#### Data provided:

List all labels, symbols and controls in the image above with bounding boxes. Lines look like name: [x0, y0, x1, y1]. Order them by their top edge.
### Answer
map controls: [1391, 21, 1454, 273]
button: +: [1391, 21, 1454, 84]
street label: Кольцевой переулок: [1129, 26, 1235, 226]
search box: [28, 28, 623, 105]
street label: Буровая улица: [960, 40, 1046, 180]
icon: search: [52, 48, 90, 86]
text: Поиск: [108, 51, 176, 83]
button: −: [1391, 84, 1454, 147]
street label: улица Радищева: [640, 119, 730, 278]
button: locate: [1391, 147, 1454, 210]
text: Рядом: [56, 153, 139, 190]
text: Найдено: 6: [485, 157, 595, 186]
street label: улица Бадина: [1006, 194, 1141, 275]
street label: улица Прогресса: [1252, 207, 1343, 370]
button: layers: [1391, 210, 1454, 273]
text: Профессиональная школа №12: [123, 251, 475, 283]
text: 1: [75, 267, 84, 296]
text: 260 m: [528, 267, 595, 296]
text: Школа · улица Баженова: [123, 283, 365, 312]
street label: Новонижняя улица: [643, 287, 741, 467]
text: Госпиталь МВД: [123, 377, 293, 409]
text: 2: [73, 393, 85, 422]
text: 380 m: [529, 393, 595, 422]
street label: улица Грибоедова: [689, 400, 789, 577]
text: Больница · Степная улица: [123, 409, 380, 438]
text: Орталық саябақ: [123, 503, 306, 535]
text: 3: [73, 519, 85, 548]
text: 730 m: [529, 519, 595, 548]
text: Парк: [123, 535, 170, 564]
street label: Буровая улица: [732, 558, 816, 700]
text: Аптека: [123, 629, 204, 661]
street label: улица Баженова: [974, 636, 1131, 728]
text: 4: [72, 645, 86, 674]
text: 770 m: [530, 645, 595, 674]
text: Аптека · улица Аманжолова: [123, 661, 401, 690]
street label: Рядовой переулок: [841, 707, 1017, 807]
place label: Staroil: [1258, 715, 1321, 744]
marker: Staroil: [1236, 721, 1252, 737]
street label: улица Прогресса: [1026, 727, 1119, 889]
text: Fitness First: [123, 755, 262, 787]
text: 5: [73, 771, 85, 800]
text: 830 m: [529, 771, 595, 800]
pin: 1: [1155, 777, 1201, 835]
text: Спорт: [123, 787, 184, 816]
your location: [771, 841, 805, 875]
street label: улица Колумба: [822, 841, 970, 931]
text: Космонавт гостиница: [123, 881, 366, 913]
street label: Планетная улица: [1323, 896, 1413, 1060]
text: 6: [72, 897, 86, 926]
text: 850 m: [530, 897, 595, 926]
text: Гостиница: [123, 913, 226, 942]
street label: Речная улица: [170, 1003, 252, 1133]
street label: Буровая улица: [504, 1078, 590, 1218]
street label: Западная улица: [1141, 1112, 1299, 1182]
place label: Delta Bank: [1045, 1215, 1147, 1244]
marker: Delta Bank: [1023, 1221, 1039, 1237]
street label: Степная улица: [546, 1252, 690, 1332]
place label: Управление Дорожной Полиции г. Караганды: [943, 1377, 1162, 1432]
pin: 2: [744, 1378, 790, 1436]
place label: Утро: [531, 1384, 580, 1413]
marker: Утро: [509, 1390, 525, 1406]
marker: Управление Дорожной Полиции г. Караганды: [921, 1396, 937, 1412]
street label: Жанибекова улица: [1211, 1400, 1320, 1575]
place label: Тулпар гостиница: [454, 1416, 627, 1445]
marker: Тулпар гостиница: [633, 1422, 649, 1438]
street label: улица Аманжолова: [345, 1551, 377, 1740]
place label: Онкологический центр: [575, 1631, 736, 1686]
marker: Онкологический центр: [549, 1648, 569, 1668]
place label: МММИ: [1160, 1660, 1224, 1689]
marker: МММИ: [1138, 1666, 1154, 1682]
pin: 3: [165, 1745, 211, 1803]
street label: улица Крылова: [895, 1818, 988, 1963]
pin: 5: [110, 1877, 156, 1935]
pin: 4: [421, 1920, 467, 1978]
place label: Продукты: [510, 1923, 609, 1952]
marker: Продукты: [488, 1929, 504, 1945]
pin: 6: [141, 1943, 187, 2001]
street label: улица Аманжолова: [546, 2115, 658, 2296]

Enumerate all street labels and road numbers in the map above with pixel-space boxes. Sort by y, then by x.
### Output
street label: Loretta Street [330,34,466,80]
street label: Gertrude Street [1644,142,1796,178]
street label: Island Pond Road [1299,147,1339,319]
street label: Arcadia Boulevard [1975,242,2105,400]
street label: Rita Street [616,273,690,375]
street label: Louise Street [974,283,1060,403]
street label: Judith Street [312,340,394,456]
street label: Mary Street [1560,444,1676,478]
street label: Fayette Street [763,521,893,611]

#### Problem:
With nothing added or dropped, write out every entry.

#### Output of the exercise:
List all labels, symbols and controls in the image above with bounding boxes. Lines look like name: [x0, y0, x1, y1]. Order them by their top edge.
### Answer
map controls: [1391, 21, 1454, 273]
button: +: [1391, 21, 1454, 84]
street label: Кольцевой переулок: [1129, 26, 1235, 226]
search box: [28, 28, 623, 105]
street label: Буровая улица: [960, 40, 1046, 180]
icon: search: [52, 48, 90, 86]
text: Поиск: [108, 51, 176, 83]
button: −: [1391, 84, 1454, 147]
street label: улица Радищева: [640, 119, 730, 278]
button: locate: [1391, 147, 1454, 210]
text: Рядом: [56, 153, 139, 190]
text: Найдено: 6: [485, 157, 595, 186]
street label: улица Бадина: [1006, 194, 1141, 275]
street label: улица Прогресса: [1252, 207, 1343, 370]
button: layers: [1391, 210, 1454, 273]
text: Профессиональная школа №12: [123, 251, 475, 283]
text: 1: [75, 267, 84, 296]
text: 260 m: [528, 267, 595, 296]
text: Школа · улица Баженова: [123, 283, 365, 312]
street label: Новонижняя улица: [643, 287, 741, 467]
text: Госпиталь МВД: [123, 377, 293, 409]
text: 2: [73, 393, 85, 422]
text: 380 m: [529, 393, 595, 422]
street label: улица Грибоедова: [689, 400, 789, 577]
text: Больница · Степная улица: [123, 409, 380, 438]
text: Орталық саябақ: [123, 503, 306, 535]
text: 3: [73, 519, 85, 548]
text: 730 m: [529, 519, 595, 548]
text: Парк: [123, 535, 170, 564]
street label: Буровая улица: [732, 558, 816, 700]
text: Аптека: [123, 629, 204, 661]
street label: улица Баженова: [974, 636, 1131, 728]
text: 4: [72, 645, 86, 674]
text: 770 m: [530, 645, 595, 674]
text: Аптека · улица Аманжолова: [123, 661, 401, 690]
street label: Рядовой переулок: [841, 707, 1017, 807]
place label: Staroil: [1258, 715, 1321, 744]
marker: Staroil: [1236, 721, 1252, 737]
street label: улица Прогресса: [1026, 727, 1119, 889]
text: Fitness First: [123, 755, 262, 787]
text: 5: [73, 771, 85, 800]
text: 830 m: [529, 771, 595, 800]
pin: 1: [1155, 777, 1201, 835]
text: Спорт: [123, 787, 184, 816]
your location: [771, 841, 805, 875]
street label: улица Колумба: [822, 841, 970, 931]
text: Космонавт гостиница: [123, 881, 366, 913]
street label: Планетная улица: [1323, 896, 1413, 1060]
text: 6: [72, 897, 86, 926]
text: 850 m: [530, 897, 595, 926]
text: Гостиница: [123, 913, 226, 942]
street label: Речная улица: [170, 1003, 252, 1133]
street label: Буровая улица: [504, 1078, 590, 1218]
street label: Западная улица: [1141, 1112, 1299, 1182]
place label: Delta Bank: [1045, 1215, 1147, 1244]
marker: Delta Bank: [1023, 1221, 1039, 1237]
street label: Степная улица: [546, 1252, 690, 1332]
place label: Управление Дорожной Полиции г. Караганды: [943, 1377, 1162, 1432]
pin: 2: [744, 1378, 790, 1436]
place label: Утро: [531, 1384, 580, 1413]
marker: Утро: [509, 1390, 525, 1406]
marker: Управление Дорожной Полиции г. Караганды: [921, 1396, 937, 1412]
street label: Жанибекова улица: [1211, 1400, 1320, 1575]
place label: Тулпар гостиница: [454, 1416, 627, 1445]
marker: Тулпар гостиница: [633, 1422, 649, 1438]
street label: улица Аманжолова: [345, 1551, 377, 1740]
place label: Онкологический центр: [575, 1631, 736, 1686]
marker: Онкологический центр: [549, 1648, 569, 1668]
place label: МММИ: [1160, 1660, 1224, 1689]
marker: МММИ: [1138, 1666, 1154, 1682]
pin: 3: [165, 1745, 211, 1803]
street label: улица Крылова: [895, 1818, 988, 1963]
pin: 5: [110, 1877, 156, 1935]
pin: 4: [421, 1920, 467, 1978]
place label: Продукты: [510, 1923, 609, 1952]
marker: Продукты: [488, 1929, 504, 1945]
pin: 6: [141, 1943, 187, 2001]
street label: улица Аманжолова: [546, 2115, 658, 2296]

Enumerate all street labels and road numbers in the map above with pixel-space boxes. Sort by y, then by x.
### Output
street label: Loretta Street [330,34,466,80]
street label: Gertrude Street [1644,142,1796,178]
street label: Island Pond Road [1299,147,1339,319]
street label: Arcadia Boulevard [1975,242,2105,400]
street label: Rita Street [616,273,690,375]
street label: Louise Street [974,283,1060,403]
street label: Judith Street [312,340,394,456]
street label: Mary Street [1560,444,1676,478]
street label: Fayette Street [763,521,893,611]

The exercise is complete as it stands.